Uitspraak
10 mei 2016, 15/5231 (aangevallen uitspraak)
Centrale Raad van Beroep
In deze zaak gaat het om een hoger beroep tegen de uitspraak van de rechtbank Noord-Nederland, waarin de rechtbank het beroep van appellante tegen het bestreden besluit van het dagelijks bestuur van Werkplein Drentsche Aa ongegrond heeft verklaard. Appellante had bezwaar gemaakt tegen drie besluiten van 12 oktober 2015, waarbij haar aanvragen om bijzondere bijstand voor reiskosten en een fiets werden afgewezen, terwijl de aanvraag voor griffiekosten werd ingewilligd. Het dagelijks bestuur verklaarde de bezwaren niet-ontvankelijk omdat appellante de bezwaartermijn had overschreden en deze termijnoverschrijding niet verschoonbaar was.

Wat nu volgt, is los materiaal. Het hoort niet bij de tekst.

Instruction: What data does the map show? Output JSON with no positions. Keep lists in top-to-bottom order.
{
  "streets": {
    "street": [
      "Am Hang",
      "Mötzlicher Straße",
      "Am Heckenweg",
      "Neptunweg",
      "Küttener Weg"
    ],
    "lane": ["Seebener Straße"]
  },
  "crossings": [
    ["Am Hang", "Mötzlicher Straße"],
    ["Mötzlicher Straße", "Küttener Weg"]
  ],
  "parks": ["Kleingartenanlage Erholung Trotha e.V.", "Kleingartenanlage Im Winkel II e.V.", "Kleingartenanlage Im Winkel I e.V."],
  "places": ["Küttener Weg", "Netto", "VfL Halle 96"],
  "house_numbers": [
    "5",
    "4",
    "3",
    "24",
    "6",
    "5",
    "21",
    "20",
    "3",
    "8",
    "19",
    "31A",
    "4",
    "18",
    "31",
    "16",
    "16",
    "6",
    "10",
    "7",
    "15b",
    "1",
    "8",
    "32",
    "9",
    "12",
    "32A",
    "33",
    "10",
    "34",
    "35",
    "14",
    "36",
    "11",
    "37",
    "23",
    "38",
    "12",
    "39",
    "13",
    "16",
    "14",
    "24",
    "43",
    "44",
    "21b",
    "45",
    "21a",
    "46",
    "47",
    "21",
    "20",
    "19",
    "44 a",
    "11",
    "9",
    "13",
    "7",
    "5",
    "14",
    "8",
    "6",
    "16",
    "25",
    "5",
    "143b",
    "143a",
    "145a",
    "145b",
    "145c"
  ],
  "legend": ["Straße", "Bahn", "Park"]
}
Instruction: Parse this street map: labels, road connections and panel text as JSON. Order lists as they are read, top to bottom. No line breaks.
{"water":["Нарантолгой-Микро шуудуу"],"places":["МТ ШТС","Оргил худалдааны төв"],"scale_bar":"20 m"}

Appellante stelde in hoger beroep dat zij door ziekte, het overlijden van haar vader, de zorg voor haar moeder en de hoeveelheid aanvragen waarvoor zij in procedure was, niet in staat was om tijdig bezwaar te maken. De Centrale Raad van Beroep oordeelde dat, hoewel appellante niet tijdig bezwaar had gemaakt, zij niet aannemelijk had gemaakt dat zij onder de door haar gestelde omstandigheden niet in staat was om bezwaar te maken. De Raad concludeerde dat er geen reden was om aan te nemen dat de termijnoverschrijding verschoonbaar was, en bevestigde de uitspraak van de rechtbank.
De uitspraak werd gedaan door een meervoudige kamer van de Centrale Raad van Beroep, met W.F. Claessens als voorzitter en G.M.G. Hink en J.H.M. van de Ven als leden. De beslissing werd uitgesproken in het openbaar op 3 oktober 2017.